Make Your Student Loan Payments More Manageable
Are you struggling with overwhelming student debt? You’re not alone. Roughly 43 million Americans over the age of 18 are also struggling to make payments on federal and private student loans. As of 2019, about one-sixth of the American population owes approximately $1.5 trillion in federal student loan debt – and that’s not to mention the estimated $119 billion in private student loan debt.
As the student loan bubble inflates, this national problem continues to spiral out of control, leaving hard-working Americans with bills they cannot afford. For many debt-ridden adults, student loans are just one part of the equation as they struggle simultaneously with credit card debt, mortgages, and other forms of crushing debt.
If you are feeling trapped by debt and stuck in a financial rut, bankruptcy might be the answer. Unfortunately, student loans generally cannot be discharged in bankruptcy. By filing for Chapter 13, however, you may be able to delay or reduce your monthly student loan payments.
How Chapter 13 Can Help with Student Loan Debt
Because student loan debt is nondischargeable – meaning it cannot be wiped out through bankruptcy – filing for any type of bankruptcy will not completely eradicate the problem.
The good news, however, is the Middle District of Florida Bankruptcy Court has launched a program similar to the Mortgage Modification Mediation program whereby debtors can work with their attorney and the student loan creditors to get the debtor into the appropriate repayment plan based upon their income. Some debtors may qualify for plans that could result in loan forgiveness.
Automatic Stays to Prevent Student Loan Collection
One way filing for Chapter 13 can benefit a student loan debtor is that the bankruptcy triggers an automatic stay. This prevents creditors – including student loan lenders – from collecting debts, which protects you from creditor harassment.

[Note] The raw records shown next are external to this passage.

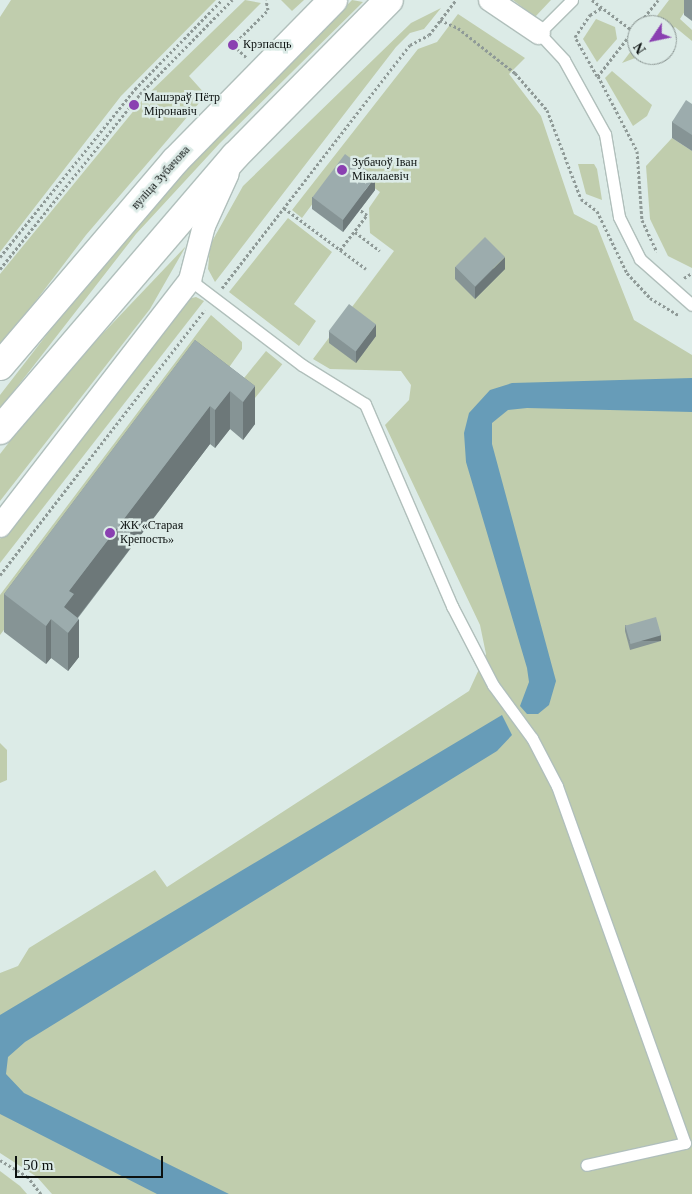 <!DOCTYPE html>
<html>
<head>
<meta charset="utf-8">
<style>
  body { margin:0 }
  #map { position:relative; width:692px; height:1194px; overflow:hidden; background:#dcebe7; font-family:"Times New Roman",serif }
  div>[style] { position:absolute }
  .green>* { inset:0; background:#c0cdad; transform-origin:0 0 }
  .water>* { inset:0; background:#679cb8 }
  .path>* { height:3px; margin-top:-1.5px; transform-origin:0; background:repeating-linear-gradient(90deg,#8f9a97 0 2.5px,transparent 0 5px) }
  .roads { filter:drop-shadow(1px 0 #b0bfbb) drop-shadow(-1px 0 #b0bfbb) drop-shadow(0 1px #b0bfbb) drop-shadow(0 -1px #b0bfbb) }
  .service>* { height:11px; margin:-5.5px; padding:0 5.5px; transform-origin:5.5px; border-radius:5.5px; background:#fff }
  .minor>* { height:22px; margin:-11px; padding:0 11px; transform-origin:11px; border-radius:11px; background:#fff }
  .trunk>* { height:28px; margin:-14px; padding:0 14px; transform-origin:14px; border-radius:14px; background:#fff }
  .wall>* { inset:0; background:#869495 }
  .shaded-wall>* { inset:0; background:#6d7879; transform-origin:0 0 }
  .building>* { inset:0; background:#9cacad; transform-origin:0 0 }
  .dots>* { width:14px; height:14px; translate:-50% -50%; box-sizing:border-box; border:2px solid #dcebe7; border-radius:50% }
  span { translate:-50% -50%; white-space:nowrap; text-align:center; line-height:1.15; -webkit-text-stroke:5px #dcebe7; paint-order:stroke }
  .poi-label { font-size:12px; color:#0c1110 }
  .left { translate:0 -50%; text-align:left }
  .street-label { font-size:12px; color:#0c1110 }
  .north { position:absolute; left:627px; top:15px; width:50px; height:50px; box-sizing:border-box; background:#dcebe7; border:1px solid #899491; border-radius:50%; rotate:236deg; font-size:14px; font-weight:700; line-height:20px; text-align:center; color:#0c1110 }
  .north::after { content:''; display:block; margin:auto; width:18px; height:22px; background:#8a40b1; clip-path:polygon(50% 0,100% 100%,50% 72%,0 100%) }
  .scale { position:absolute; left:15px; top:1156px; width:148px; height:22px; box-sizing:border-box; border:2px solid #0c1110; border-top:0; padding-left:6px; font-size:15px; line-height:18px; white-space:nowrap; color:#0c1110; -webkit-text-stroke:4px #dcebe7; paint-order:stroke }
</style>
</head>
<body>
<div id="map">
  <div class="green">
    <i style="clip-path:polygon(11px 0,216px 0,121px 96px,0 252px,0 17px)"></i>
    <i style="clip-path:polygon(245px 0,261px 3px,189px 76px,206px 95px,86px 235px,0 348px,0 274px,145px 97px)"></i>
    <i style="clip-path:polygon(281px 0,304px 0,292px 11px)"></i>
    <i style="clip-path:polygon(352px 0,363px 2px,220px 143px,136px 234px,0 409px,0 395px,130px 227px)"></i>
    <i style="clip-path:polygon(513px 0,551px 0,535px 17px)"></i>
    <i style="clip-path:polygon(669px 0,692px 0,680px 19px,692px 30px,692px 41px,675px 27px,667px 34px,667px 25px,650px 25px)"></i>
    <i style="clip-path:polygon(441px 8px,424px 29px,410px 33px,396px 47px,215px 282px,208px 269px,210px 245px,243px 186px,411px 23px)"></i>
    <i style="clip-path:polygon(458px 14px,525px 58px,509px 74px,541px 116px,574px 214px,597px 226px,634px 320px,692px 355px,692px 1194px,52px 1194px,37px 1177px,0 1153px,0 973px,18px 966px,29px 948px,155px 870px,167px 887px,469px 691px,486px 654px,480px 625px,385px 425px,409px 400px,411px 385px,401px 371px,330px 369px,313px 359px,394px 251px,370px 233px,369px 208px,380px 192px,342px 164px,302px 218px,292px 210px,418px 49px,437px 42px)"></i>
    <i style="clip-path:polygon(596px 19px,615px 27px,617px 39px,597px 62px,583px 39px)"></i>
    <i style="clip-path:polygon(637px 43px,637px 55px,643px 55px,622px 63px)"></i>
    <i style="clip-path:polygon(612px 71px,652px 105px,647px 116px,633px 126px,605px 78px)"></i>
    <i style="clip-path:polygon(672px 138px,692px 151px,692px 268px,668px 256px,650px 219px,646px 166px)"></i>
    <i style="clip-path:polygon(578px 164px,594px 164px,597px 169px,602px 200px,586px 194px)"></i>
    <i style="clip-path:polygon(288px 218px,332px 252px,294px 304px,316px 321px,299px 346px,229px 292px)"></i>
    <i style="clip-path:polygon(186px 246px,150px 309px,0 501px,0 454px,52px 387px)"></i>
    <i style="clip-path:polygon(196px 297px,204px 301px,0 563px,0 539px,183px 300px)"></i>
    <i style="clip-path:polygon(211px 315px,242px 342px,242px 349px,225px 373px,195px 381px,0 635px,0 595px)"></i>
    <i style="left:266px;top:351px;width:21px;height:58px;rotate:39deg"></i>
    <i style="clip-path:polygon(0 743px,7px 750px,7px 780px,0 783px)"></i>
    <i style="clip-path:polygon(0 1171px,20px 1186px,27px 1194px,0 1194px)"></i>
  </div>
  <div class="water">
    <i style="clip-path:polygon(692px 378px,692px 412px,527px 408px,508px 410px,492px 423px,492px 444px,556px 681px,549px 705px,538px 714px,527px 714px,520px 706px,529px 682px,527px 668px,466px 462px,464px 433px,469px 413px,490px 390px,512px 383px)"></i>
    <i style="clip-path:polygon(502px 715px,512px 735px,497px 751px,25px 1042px,8px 1057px,6px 1074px,24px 1093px,229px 1194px,157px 1194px,0 1114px,0 1015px)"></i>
  </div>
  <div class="path">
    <i style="left:592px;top:0;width:51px;rotate:37.1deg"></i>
    <i style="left:633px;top:31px;width:6px;rotate:-51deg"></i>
    <i style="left:440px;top:20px;width:20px;rotate:24deg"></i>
    <i style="left:458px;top:28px;width:73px;rotate:38.3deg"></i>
    <i style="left:515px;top:73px;width:49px;rotate:49.1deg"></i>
    <i style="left:547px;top:110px;width:95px;rotate:69.1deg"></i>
    <i style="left:581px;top:199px;width:20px;rotate:37deg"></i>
    <i style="left:597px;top:211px;width:69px;rotate:64.2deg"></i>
    <i style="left:627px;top:273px;width:34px;rotate:47deg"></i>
    <i style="left:650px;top:298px;width:33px;rotate:31deg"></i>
    <i style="left:638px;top:25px;width:32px;rotate:-51deg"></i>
    <i style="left:633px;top:31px;width:57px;rotate:127.9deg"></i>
    <i style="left:598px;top:76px;width:85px;rotate:62.5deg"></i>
    <i style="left:637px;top:151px;width:69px;rotate:85.9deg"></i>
    <i style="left:642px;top:220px;width:35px;rotate:65deg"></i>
    <i style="left:246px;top:57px;width:18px;rotate:-137deg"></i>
    <i style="left:233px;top:45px;width:49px;rotate:-45deg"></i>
    <i style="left:268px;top:10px;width:10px;rotate:-101deg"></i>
    <i style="left:597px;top:76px;width:45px;rotate:-119.4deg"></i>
    <i style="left:575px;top:37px;width:27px;rotate:-56deg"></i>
    <i style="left:590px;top:15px;width:13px;rotate:-32deg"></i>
    <i style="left:284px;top:208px;width:102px;rotate:36.6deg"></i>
    <i style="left:355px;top:232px;width:31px;rotate:37deg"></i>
    <i style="left:340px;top:250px;width:44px;rotate:-52.4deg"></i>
    <i style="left:367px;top:215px;width:9px;rotate:-144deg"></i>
    <i style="left:0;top:257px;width:216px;rotate:-51.2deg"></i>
    <i style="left:135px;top:89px;width:124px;rotate:-45.7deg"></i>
    <i style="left:0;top:269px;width:224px;rotate:-51.3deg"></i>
    <i style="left:140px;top:94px;width:132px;rotate:-45.6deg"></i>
    <i style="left:684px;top:278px;width:9px;rotate:-32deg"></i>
    <i style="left:222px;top:288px;width:307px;rotate:-52.3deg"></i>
    <i style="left:410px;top:45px;width:21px;rotate:-28deg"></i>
    <i style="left:429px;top:35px;width:44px;rotate:-52.4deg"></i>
    <i style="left:0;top:575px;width:335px;rotate:-52.3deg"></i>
    <i style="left:0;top:1160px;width:31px;rotate:31deg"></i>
    <i style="left:27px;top:1176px;width:23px;rotate:52deg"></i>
  </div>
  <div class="roads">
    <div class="service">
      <i style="left:572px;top:0;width:47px;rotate:135deg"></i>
      <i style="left:539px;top:33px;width:37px;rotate:47deg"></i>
      <i style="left:564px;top:60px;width:85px;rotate:61deg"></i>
      <i style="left:605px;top:134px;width:84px;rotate:80.4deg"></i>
      <i style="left:619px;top:217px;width:47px;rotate:63.4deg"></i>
      <i style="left:640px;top:259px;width:69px;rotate:41.5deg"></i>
      <i style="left:190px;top:280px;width:141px;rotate:37.2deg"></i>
      <i style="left:302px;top:365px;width:74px;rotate:31.8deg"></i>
      <i style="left:365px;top:404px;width:220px;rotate:66.7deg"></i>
      <i style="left:452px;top:606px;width:89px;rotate:62.6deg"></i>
      <i style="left:493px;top:685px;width:66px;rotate:53.7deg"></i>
      <i style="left:532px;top:738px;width:54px;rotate:62.5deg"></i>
      <i style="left:557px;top:786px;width:379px;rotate:70.3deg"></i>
      <i style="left:685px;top:1143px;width:101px;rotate:167.5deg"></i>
    </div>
    <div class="minor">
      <i style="left:490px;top:0;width:59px;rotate:34deg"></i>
      <i style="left:0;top:526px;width:311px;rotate:-52.3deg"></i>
      <i style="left:190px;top:280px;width:56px;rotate:-75.5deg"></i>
      <i style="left:204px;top:226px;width:58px;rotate:-65.6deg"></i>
    </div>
    <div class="trunk">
      <i style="left:0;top:366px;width:271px;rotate:-49.5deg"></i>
      <i style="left:176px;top:160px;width:224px;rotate:-45.5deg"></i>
      <i style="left:0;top:430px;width:361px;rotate:-49.4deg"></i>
      <i style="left:235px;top:156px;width:219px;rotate:-45.4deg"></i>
    </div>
  </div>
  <div class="wall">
    <i style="clip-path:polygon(684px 0,692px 0,692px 21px,684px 15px)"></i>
    <i style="clip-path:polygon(692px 104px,692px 151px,672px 138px,672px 122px)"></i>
    <i style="clip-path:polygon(375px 190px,343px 232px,312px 209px,312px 197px)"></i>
    <i style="clip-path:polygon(455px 267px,505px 269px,475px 299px,455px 279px)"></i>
    <i style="clip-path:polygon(329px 331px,376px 336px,356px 363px,329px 343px)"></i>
    <i style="clip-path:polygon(195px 340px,255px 386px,255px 424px,243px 440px,230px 429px,215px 448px,210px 444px,78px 618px,79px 657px,68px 671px,51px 658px,46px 664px,4px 632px,4px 594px)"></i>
    <i style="clip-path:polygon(625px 625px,661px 641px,630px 650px,625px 631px)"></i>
  </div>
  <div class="shaded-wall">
    <i style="clip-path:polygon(375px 177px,375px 190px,343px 232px,343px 220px)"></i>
    <i style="clip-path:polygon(505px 257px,505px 269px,475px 299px,475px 287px)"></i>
    <i style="clip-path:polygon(376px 324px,376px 336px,356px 363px,356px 351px)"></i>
    <i style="clip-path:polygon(255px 386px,255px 424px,243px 440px,243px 402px)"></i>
    <i style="clip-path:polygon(230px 391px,230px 429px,215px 448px,215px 410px)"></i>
    <i style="clip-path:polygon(210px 406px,210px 444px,74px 622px,79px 619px,79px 657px,68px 671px,68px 633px,64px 607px,69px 591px)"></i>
    <i style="clip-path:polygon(51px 619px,51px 658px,46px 664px,46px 626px)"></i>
    <i style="left:661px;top:635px;width:6px;height:32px;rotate:90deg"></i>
  </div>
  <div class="building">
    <i style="clip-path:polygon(686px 100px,692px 104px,692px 135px,672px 122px)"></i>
    <i style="left:345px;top:154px;width:38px;height:54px;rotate:37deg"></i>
    <i style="left:485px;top:237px;width:28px;height:42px;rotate:45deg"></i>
    <i style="left:349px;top:304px;width:34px;height:34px;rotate:37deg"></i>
    <i style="clip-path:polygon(195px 340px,255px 386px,243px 402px,230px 391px,215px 410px,210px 406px,69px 591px,74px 594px,64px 607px,79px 619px,68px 633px,51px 619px,46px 626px,4px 594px)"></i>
    <i style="left:656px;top:617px;width:19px;height:32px;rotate:74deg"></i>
  </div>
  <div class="dots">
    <i style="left:233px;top:45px;background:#8a40b1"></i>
    <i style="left:134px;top:105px;background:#8a40b1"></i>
    <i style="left:342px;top:170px;background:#8a40b1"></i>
    <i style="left:110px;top:533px;background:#8a40b1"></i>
  </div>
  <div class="poi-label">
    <span class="left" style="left:243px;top:45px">Крэпасць</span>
    <span class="left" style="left:144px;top:105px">Машэраў Пётр<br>Міронавіч</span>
    <span class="left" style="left:352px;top:170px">Зубачоў Іван<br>Мікалаевіч</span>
    <span class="left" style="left:120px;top:533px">ЖК «Старая<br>Крепость»</span>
  </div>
  <div class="street-label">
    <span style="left:161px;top:178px;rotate:-48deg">вуліца Зубачова</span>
  </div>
  <div class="north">N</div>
  <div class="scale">50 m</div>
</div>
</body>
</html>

Thanks to the automatic stay, individuals in Chapter 13 are not required to make regular payments toward their student loans. This buys you time and gives you a moment of relief from high monthly bills. Keep in mind, however, that interest will continue to accrue even during your bankruptcy.
Lower Monthly Payments
Implementing a Chapter 13 repayment plan can help you lower the amount you pay toward your monthly student loan bill. With smaller and more manageable monthly payments, you’ll have extra income to put toward other debts and daily necessities.